Acetyl-l-Carnitine with lipoic acid, formulated by Dr. Sahelian is another option. Some users have reported an all day decrease in appetite when this product was taken before breakfast.
Hoodia is a cactus plant extract from the Kalahari desert in South Africa that has been getting a lot of attention lately.
Use stevia as a substitute for sugar.
Other Weight control options to consider
Phaseolamin supplement summary
At this point I would like to see a couple of additional studies before I wholeheartedly recommend the use of phaseolamin for the purposes of weight loss. Losing weight is difficult and we have to go back to the true and proven methods of caloric restriction and exercise. The temporary use of certain nutrients, herbs, and combination products is justified. Phaseolamin may be one of these nutrients, particularly in combination with others.
Anal Chim Acta. 2008. Determination of alpha-amylase inhibitor activity of phaseolamin from kidney bean (Phaseolus vulgaris) in dietary supplements by HPAEC-PAD. Some dietary supplements, so-called 'starch-blockers', used to control overweight, are based on the protein concentrate of the kidney bean, known to contain high levels of the alpha-amylase inhibitor phaseolamin, which may hinder the digestion of complex carbohydrates, thereby promoting or supporting weight loss. Currently, methods to determine the levels of alpha-amylase inhibitor are based on the measurement of alpha-amylase activity using colorimetric methods that cannot be applied to dietary supplements because they are complex mixtures of different ingredients that may interfere with the measurement. The aim of this study was to develop an alternative method to determine the level of phaseolamin in dietary supplements, using high-performance anion-exchange chromatography coupled with pulsed amperometric detection (HPAEC-PAD) to measure the amount of maltose resulting from the action of the enzyme porcine alpha-amylase on soluble starch in the presence and absence of the inhibitor. The assay described proved sensitive and accurate for use with both dietary supplements and raw materials.
Effects of decreasing intraluminal amylase activity on starch digestion
and postprandial gastrointestinal function in humans.
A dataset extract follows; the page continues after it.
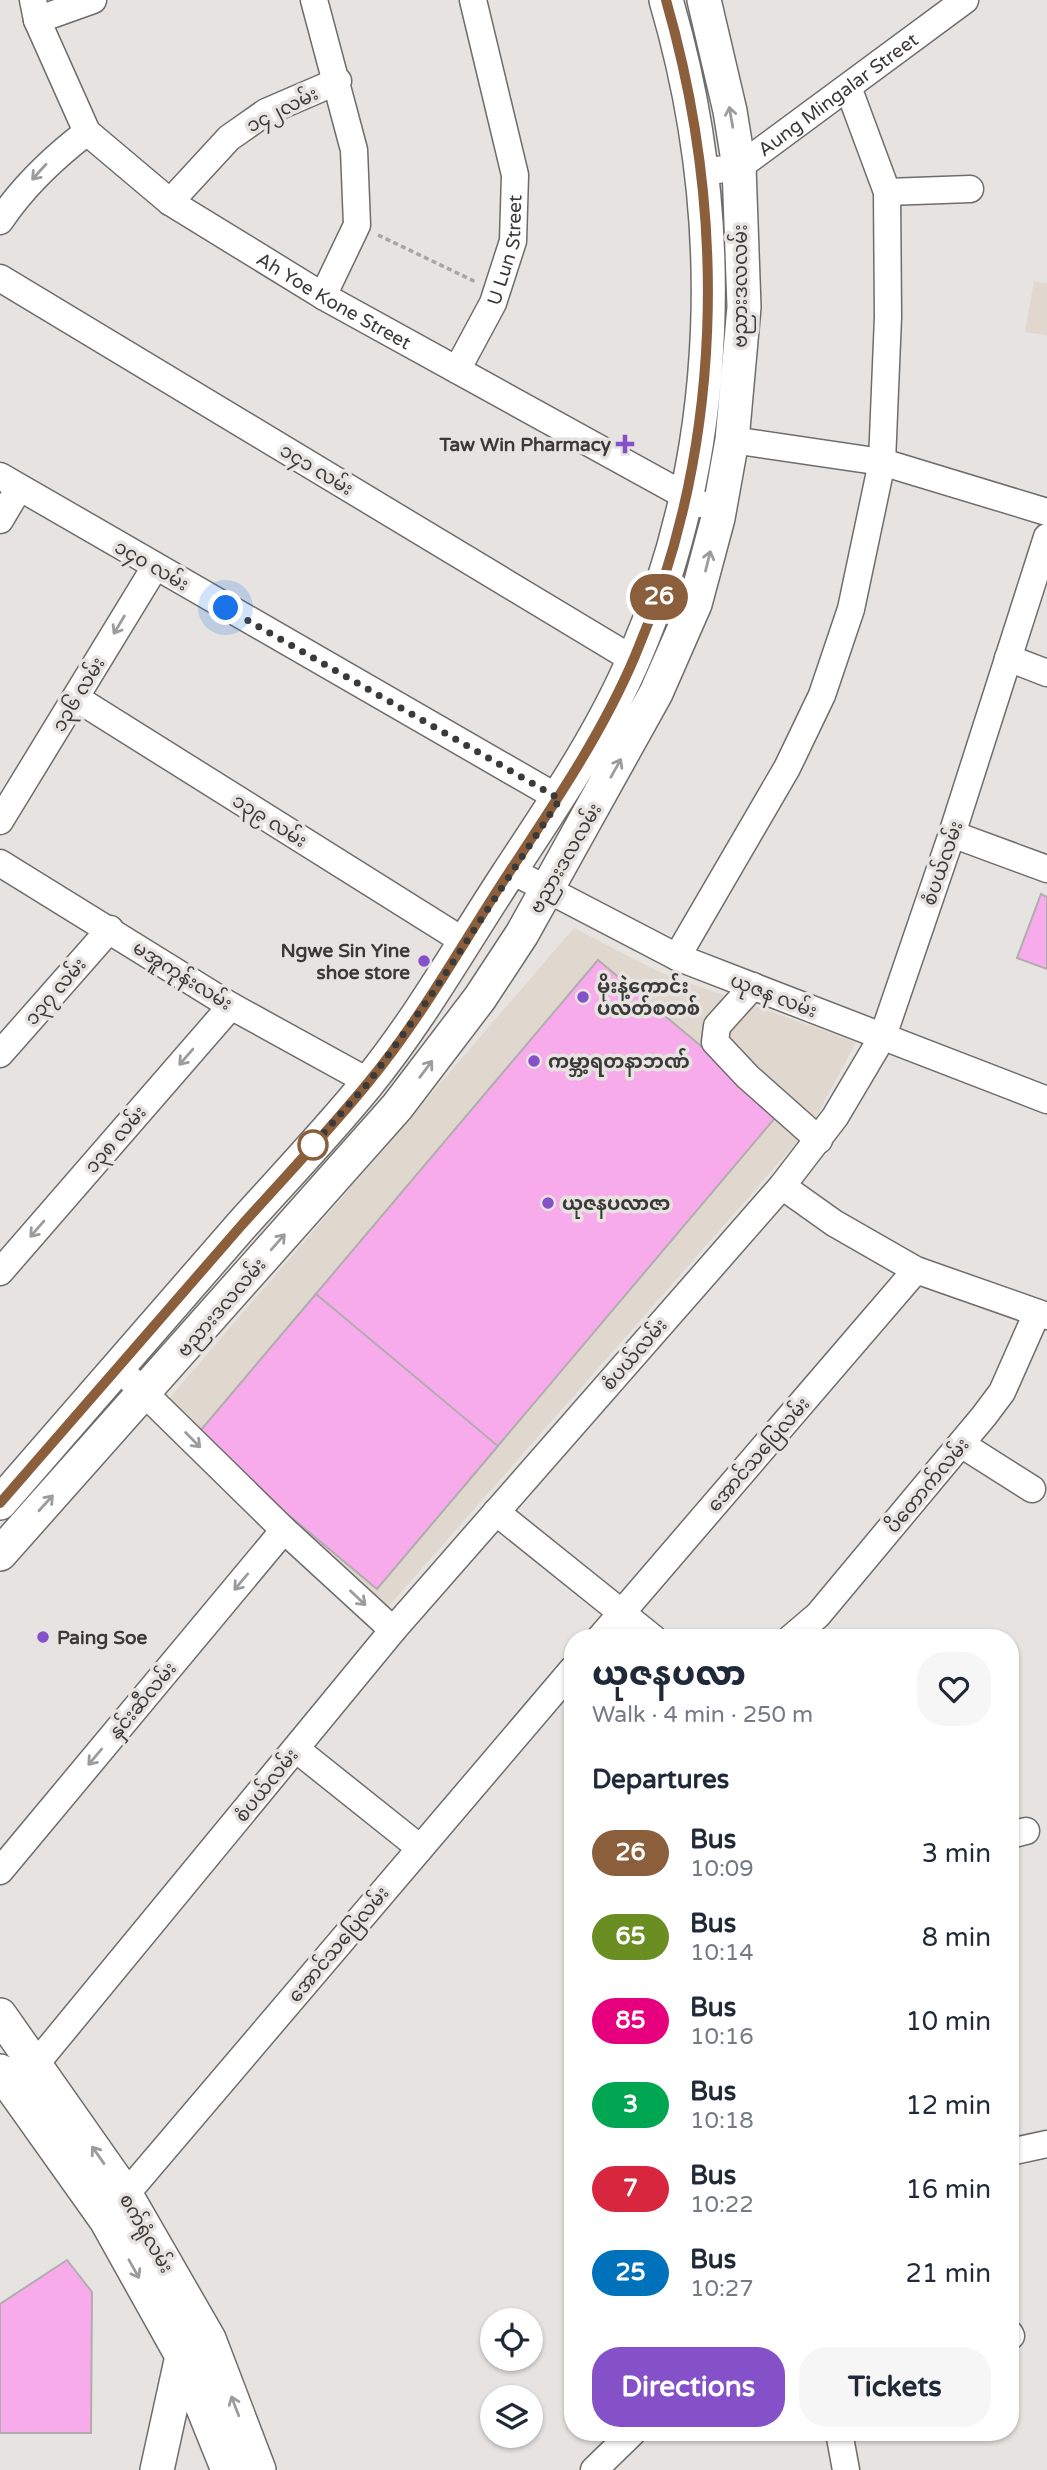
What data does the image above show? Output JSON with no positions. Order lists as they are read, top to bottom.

Layer P,. Gastroenterology. 1986.
We used an amylase inhibitor preparation that markedly improves postprandial carbohydrate tolerance in humans to investigate the effects of decreased intraluminal amylase activity on digestion of starch and postprandial gastrointestinal and hormonal responses. Four fasting volunteers were intubated with an oroileal tube to obtain duodenal, jejunal, and terminal ileal samples. After intubation, subjects ingested 50 g of rice starch given with placebo; on the second day, starch was given with the amylase inhibitor. Compared with placebo, the amylase inhibitor significantly reduced duodenal, jejunal, and ileal intraluminal amylase activity by more than 95% for 1-2 h; increased postprandial delivery of total carbohydrate (glucose polymers in particular) to the distal small bowel; increased breath hydrogen concentrations; decreased intestinal water absorption and increased distal intestinal volume delivery to the distal bowel; shortened duodenoileal transit time but doubled postprandial gastric emptying time; reduced the early postprandial plasma glucose rise by 85% and eliminated the late postprandial glucose fall to below fasting levels; and abolished postprandial plasma concentrations of insulin, C-peptide, and gastric inhibitory polypeptide. Postprandial trypsin output was not influenced. We conclude that more than 95% inhibition of amylase reduces dietary starch digestion within the small intestine and uptake of dietary starch from the small intestine, markedly decreases postprandial release of insulin and gastric inhibitory polypeptide, and may alter postprandial upper gastrointestinal motor function.